Overall, less than one-fifth of AR cases had been diagnosed with AR, and less than 30% were medicated for AR. Stratification of each AR classification by AR diagnosis showed that despite the statistically significant and clinically important increase, the majority of AR cases exhibiting the more severe AR phenotypes did not have a diagnosis of AR. Similarly, while the proportions of medication usage were higher among AR phenotypes than that of ever having an AR diagnosis, most were never medicated for AR even among more severe AR phenotypes. Overlaying the proportions of AR medication and diagnosis showed that out of those attempting to manage their AR via diagnosis or medication, more individuals engaged in self-medication without an AR diagnosis. Our findings pointed to an undermanagement of AR in young adults, especially among those suffering from AR of increased severity. Not only do the proportions of self-medicating undiagnosed AR cases point to an unaddressed burden of AR, there also exists a high likelihood of uninformed therapeutic choices being made in the treatment of AR symptoms, possibly resulting in an under-treatment of bothersome AR symptoms.²⁹

Indeed, undermanagement of AR is not unique to our study sample. Identified burdens of AR have been identified in various study populations despite relatively high prevalence estimates of AR.²⁹^,³⁰ Likewise, among those without a doctor's diagnosis of AR, a large proportion self-treated their symptoms with over-the-counter medications.²⁹ As with these study populations, undiagnosed, untreated, or under-treated AR in our study population has the potential to negatively impact individuals' quality of life, resulting in direct and indirect costs.⁶^,³¹

Potentially, the low awareness of allergic rhinitis exacerbates the trend of AR under-management. A European survey found that only 19% were self-aware of AR, of which 70% received a physician's diagnosis.³² Furthermore, due to the non-life-threatening nature of AR, many tolerate its symptoms and do not seek help.³¹ In fact, the possibility that AR was "incidentally" diagnosed during a doctor's visit for a separate affliction was considered - current asthma prevalence was 6.4%, but only 22% of subjects with a physician's diagnosis of AR reported having current asthma.³²

With regards to AR in Singapore, we posit that besides low awareness among the general public and under-diagnosis due to the relatively benign nature of AR, there are additional dimensions of management deficit contributing to its under-recognition. Firstly, research studies establishing an updated prevalence and epidemiology of AR in the general Singaporean population are few and far between, with the latest population-based study having been published in 2004.³³^,³⁴ Although separate Singaporean studies were conducted previously, these focus on specific population subsets which cannot be readily generalized to the overall Singaporean population.⁹^,³⁵^,³⁶ Furthermore, surveys of primary care management for AR are lacking for the Singapore healthcare scene; there is yet to be a local consensus on the use of ARIA guidelines in the diagnosis and treatment of AR — intensity of AR treatment should be commensurate with the severity of AR.³⁴ Analyses of patient databases from primary healthcare providers and hospitals could provide insight to these areas. Finally, since there is a proportion of self-medicating AR patients in the current study population, policymakers might consider the education of pharmacists in the classification and management of AR to better address patients who forego visiting the doctor.

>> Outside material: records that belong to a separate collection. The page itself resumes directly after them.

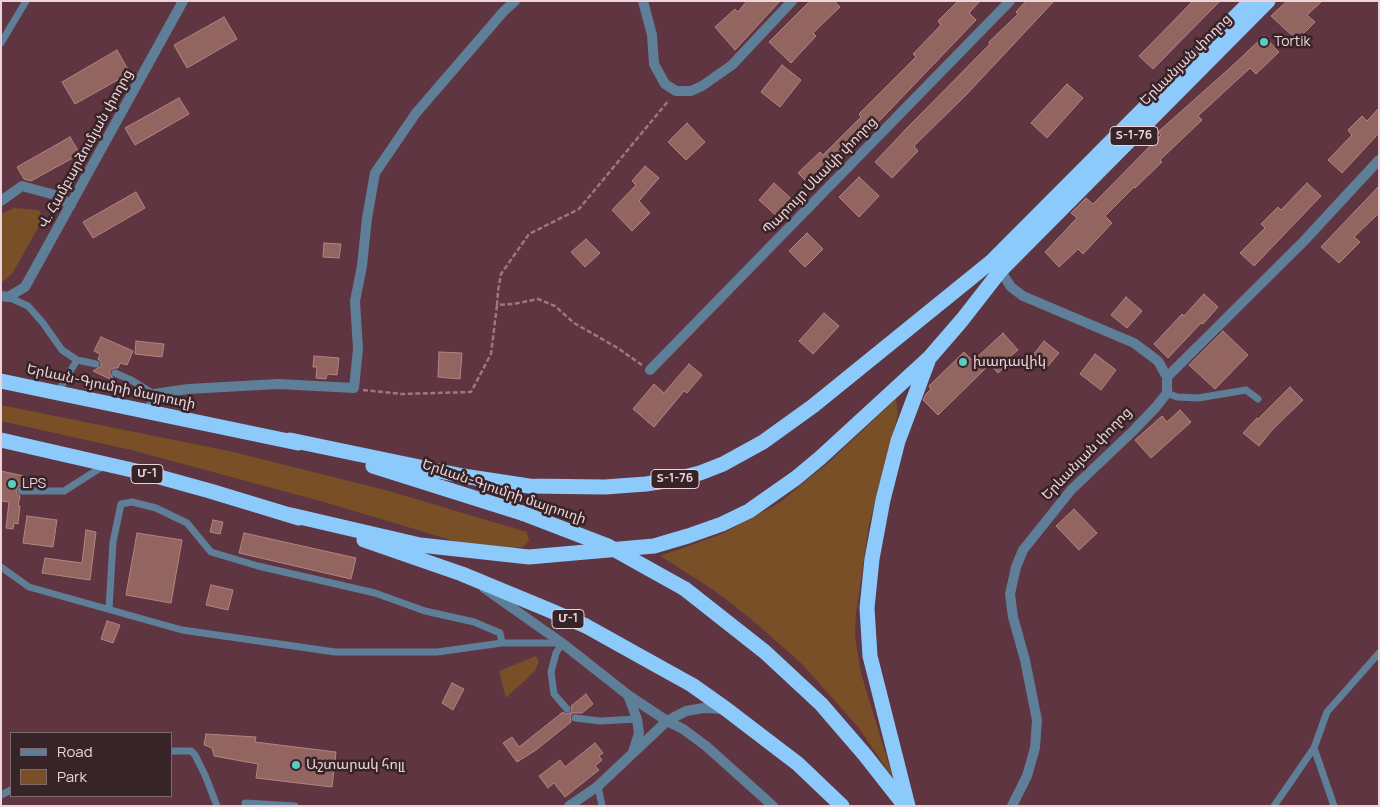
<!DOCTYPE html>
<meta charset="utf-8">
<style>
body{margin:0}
#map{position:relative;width:1380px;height:807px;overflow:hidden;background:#5e3540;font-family:Manrope,sans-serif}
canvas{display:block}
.frame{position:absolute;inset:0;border:2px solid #eed3d9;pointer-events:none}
.legend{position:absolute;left:10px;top:732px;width:162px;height:65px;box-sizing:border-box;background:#372428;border:1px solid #806a6f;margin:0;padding:6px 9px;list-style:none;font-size:15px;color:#eed3d9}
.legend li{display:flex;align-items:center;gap:10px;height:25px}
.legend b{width:25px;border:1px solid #806a6f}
</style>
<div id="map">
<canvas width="1380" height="807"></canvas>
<div class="frame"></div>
<ul class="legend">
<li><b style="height:6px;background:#5f7e97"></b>Road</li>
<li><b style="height:14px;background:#784f26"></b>Park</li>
</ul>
</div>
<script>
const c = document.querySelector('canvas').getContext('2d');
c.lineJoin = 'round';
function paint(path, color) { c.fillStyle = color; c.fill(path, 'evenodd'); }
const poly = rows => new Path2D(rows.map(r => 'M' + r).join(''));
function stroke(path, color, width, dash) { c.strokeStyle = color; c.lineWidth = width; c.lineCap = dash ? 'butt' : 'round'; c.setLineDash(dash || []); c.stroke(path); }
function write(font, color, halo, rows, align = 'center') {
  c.font = font + ' Manrope,"Noto Sans Armenian",sans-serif'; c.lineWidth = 5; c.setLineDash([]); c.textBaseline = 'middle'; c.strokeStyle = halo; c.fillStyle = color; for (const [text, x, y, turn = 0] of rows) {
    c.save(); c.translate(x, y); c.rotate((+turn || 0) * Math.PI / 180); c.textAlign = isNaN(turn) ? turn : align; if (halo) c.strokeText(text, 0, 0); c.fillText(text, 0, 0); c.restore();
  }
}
paint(poly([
 [14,208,39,210,42,215,42,221,12,274,1,283,1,214],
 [896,399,898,414,869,525,856,613,855,638,861,673,893,778,858,727,803,665,758,625,731,603,709,587,660,556,722,534,779,503,829,462],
 [1,405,229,451,389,491,527,532,529,541,523,547,510,548,461,543,324,502,131,450,1,421],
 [536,656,539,662,535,671,506,698,499,671]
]), '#784f26');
const building = poly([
 [747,1,780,1,735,50,715,27,735,9,738,12,747,1],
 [810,1,834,1,840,7,813,33,816,36,791,63,769,42,810,1],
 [958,1,980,1,969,13,976,20,864,137,845,156,844,154,812,187,798,173,820,152,823,155,861,117,859,114,916,57,913,54,941,25,938,21,958,1],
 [1026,1,1054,1,966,95,914,146,918,151,892,178,875,162,907,128,990,44,989,42,1018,14,1016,12,1026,1],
 [1193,1,1220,1,1153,69,1139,56,1193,1],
 [1287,1,1322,1,1307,15,1315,22,1297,40,1271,16,1287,1],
 [224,17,237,39,187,68,174,45,224,17],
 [1264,36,1279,52,1256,74,1250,68,1198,116,1202,120,1160,160,1162,162,1135,188,1134,187,1105,216,1112,223,1083,254,1078,249,1059,267,1045,252,1077,218,1071,213,1086,198,1093,204,1161,135,1158,132,1231,67,1264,36],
 [117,50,130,73,75,104,62,82,117,50],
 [782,65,801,80,780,107,761,92,782,65],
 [1067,84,1083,98,1047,138,1031,123,1067,84],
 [179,98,189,114,135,145,125,128,179,98],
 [1379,108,1379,133,1342,173,1328,160,1352,135,1348,130,1362,116,1367,121,1379,108],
 [687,123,705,142,686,160,668,142,687,123],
 [70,137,80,154,31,181,24,179,17,167,70,137],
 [645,166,659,178,639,201,650,213,632,231,612,210,636,185,632,181,645,166],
 [859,177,879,196,859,217,839,197,859,177],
 [774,183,797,204,781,220,759,200,774,183],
 [1307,183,1321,196,1254,266,1240,253,1265,228,1261,224,1278,207,1281,210,1307,183],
 [1379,186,1379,213,1354,237,1360,242,1339,263,1321,247,1379,186],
 [136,192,145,208,93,238,83,222,136,192],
 [807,233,823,249,805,267,789,251,807,233],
 [586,239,600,253,585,267,571,252,586,239],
 [324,243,341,244,339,258,323,257,324,243],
 [1204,294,1218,307,1203,324,1201,323,1168,358,1154,344,1182,314,1184,316,1204,294],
 [1126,297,1142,311,1127,328,1111,315,1126,297],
 [824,313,839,326,813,354,799,341,824,313],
 [1223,331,1248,355,1215,389,1189,365,1223,331],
 [1003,333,1018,350,1006,360,1009,363,998,373,990,364,938,415,923,400,926,394,931,389,929,386,964,352,973,361,1003,333],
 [101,337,133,351,127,365,120,363,118,368,114,368,110,370,110,374,113,378,112,380,93,371,101,366,101,362,98,359,100,354,94,351,101,337],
 [136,341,164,344,162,357,135,354,136,341],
 [1044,341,1059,353,1048,366,1034,354,1044,341],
 [439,352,462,353,460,379,438,377,439,352],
 [1095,354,1116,370,1101,390,1080,374,1095,354],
 [314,356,339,358,337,375,327,374,326,379,316,378,317,367,313,367,314,356],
 [689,364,702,375,687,393,684,391,654,427,633,409,654,384,664,393,689,364],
 [1290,387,1303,400,1273,429,1259,446,1243,433,1257,418,1258,419,1290,387],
 [1180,410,1191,422,1151,458,1135,440,1162,416,1167,422,1180,410],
 [1,471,24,476,22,486,18,487,16,491,17,494,20,496,18,506,20,506,18,524,14,523,13,529,6,528,9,502,1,501,1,471],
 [1074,509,1097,533,1079,550,1056,526,1074,509],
 [27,516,57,520,53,547,23,543,27,516],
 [213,520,223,522,220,534,210,532,213,520],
 [86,530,96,532,90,580,42,573,45,558,82,563,86,530],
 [137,533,182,540,171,603,126,595,137,533],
 [244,533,356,558,351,579,239,553,244,533],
 [211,585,233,590,228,610,206,605,211,585],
 [107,621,120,625,113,643,101,639,107,621],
 [452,683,464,689,453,710,442,703,452,683],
 [586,694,593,704,582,713,572,713,570,717,571,722,536,750,517,762,503,743,512,737,519,747,563,712,566,714,570,713,572,710,571,706,586,694],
 [206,734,256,737,255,742,336,752,332,787,256,778,258,764,214,756,212,748,204,745,206,734],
 [595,743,603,753,599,756,602,760,595,766,599,770,565,797,554,783,548,788,539,776,560,760,565,767,595,743]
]);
paint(building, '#936561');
stroke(building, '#b58481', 1);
stroke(poly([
 [642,365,616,347,574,323,555,306,538,299,513,304,497,305,498,291,501,274,529,234,579,209,669,100],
 [363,390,402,394,471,392,491,354,497,305]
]), '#9b7881', 2.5, [5, 2.5]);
stroke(poly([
 [1,43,26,1],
 [8,297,28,306,43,323,62,350,77,360,96,364],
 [115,373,131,380,154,394],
 [57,393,77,360],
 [1167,393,1177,397,1198,398,1246,390,1258,399],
 [21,491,64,491,105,465],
 [1,567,29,587,182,630,335,652,437,652,502,643,561,643],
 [109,609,113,542,121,504,132,502,156,508,187,523,211,552,258,566,375,593,425,611,474,622,500,633,502,643],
 [562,643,556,653,551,672,554,694,567,709],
 [575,718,600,721,637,719],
 [171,751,191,751,195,755,205,775,217,806],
 [598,786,602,806],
 [1,795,11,790],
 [245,803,295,806],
 [1274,806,1314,748],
 [1334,806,1314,748,1327,712,1379,653]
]), '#5f7e97', 7);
stroke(poly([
 [643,1,652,35,654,64,665,84,676,91,691,91,702,86,732,65,792,1],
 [1,201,22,186,55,195,71,205],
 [998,267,1011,287,1023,296,1134,343,1158,361,1167,377,1167,393,1156,407,1133,431,1071,490,1023,550,1016,567,1010,594,1013,617,1025,660,1037,720,1035,748,1027,776,1012,806],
 [1,296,8,297,25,287,183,1],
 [650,370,1010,1],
 [1167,377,1303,242,1379,160],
 [150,411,154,394,188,389,278,384,354,388,358,349,355,301,362,266,367,218,375,173,416,113,504,11,515,1],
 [484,588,562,643,628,695,667,721,683,729,706,746,773,806],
 [628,695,637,719,639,733,633,752],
 [569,806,598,786,667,721,686,711,704,708,725,709]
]), '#5f7e97', 10);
stroke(poly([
 [1,381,298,443],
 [1,440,145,473,210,491,299,518],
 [290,440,463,476,529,486,605,487,646,484,672,480,700,473,723,464,763,442,813,406,992,261,1251,1],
 [373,466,522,513],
 [291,515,420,545,529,557,654,546,688,536,722,524,749,511,796,478,820,458,930,357,962,320,1001,270,1268,1],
 [364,540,462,574,549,610,586,626,638,655,692,685,726,709,798,764,842,806],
 [685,589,765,652,821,704,865,755,905,806],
 [908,806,870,656,867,608,872,559,883,500,898,441,928,361]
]), '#8dcafc', 15);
stroke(poly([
 [522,513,608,546,685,589]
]), '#8dcafc', 15);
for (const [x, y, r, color] of [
 [1264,42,5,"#59cebf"],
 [963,362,5,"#59cebf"],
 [12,484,5,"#59cebf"],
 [296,765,5,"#59cebf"]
]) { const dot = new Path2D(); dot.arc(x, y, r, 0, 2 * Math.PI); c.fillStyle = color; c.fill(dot); stroke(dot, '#372428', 2); }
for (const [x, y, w] of [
 [1134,136,48],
 [147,474,32],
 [675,479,48],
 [568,619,32]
]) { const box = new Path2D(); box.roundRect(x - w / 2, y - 9.5, w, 19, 4); c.fillStyle = '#372428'; c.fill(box); stroke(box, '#eed3d9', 1); }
write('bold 12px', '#eed3d9', null, [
 ["Տ-1-76",1134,136],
 ["Մ-1",147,474],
 ["Տ-1-76",675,479],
 ["Մ-1",568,619]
]);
write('14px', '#eed3d9', '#372428', [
 ["Tortik",1274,42],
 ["խադավիկ",973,362],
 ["LPS",22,484],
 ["Աշտարակ հոլլ",306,765]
], 'left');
write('14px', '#eed3d9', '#372428', [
 ["Երևանյան փողոց",1186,60,-45],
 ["Վ. Համբարձումյան փողոց",86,149,-61],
 ["Պարույր Սևակի փողոց",820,176,-46],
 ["Երևան-Գյումրի մայրուղի",111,387,12],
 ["Երևանյան փողոց",1087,454,-46],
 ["Երևան-Գյումրի մայրուղի",504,492,19]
]);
</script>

Limitations and conclusion

Our study was accompanied by limitations characteristic of cross-sectional studies; time-trend patterns and data on causal factors were unavailable due to the study design.³⁷ While we were able to identify differences in the severity of AR phenotypes and gaps in the management of AR, further data would be needed to confirm our reasoning regarding the causes. Furthermore, our current analysis focused on the Chinese subset of the Singapore cohort recruited in our large-scale study. Minority races (eg, Indians and Malays) were excluded due to the over-representation of ethnic Chinese in our cohort, potentially skewing our findings should race stratification be foregone. As such, our results may not be readily generalized to the Singaporean population due to its heterogenous racial demographic.³⁸ Notwithstanding, our findings confirmed that undermanagement of AR is occurring in young adult Chinese from Singapore, as with several separate populations elsewhere.29, 30, 31 Furthermore, as our sample size for the minority races grows and gains statistical power, we plan to conduct analyses of these groups and compare them to the Chinese sample via matching methods.³⁹ Other possible future analyses include multivariate analyses of comorbidities such as asthma and chronic rhinosinusitis, and epidemiological factors known to influence AR, such as family history and smoking, to evaluate their effects on the severity of AR.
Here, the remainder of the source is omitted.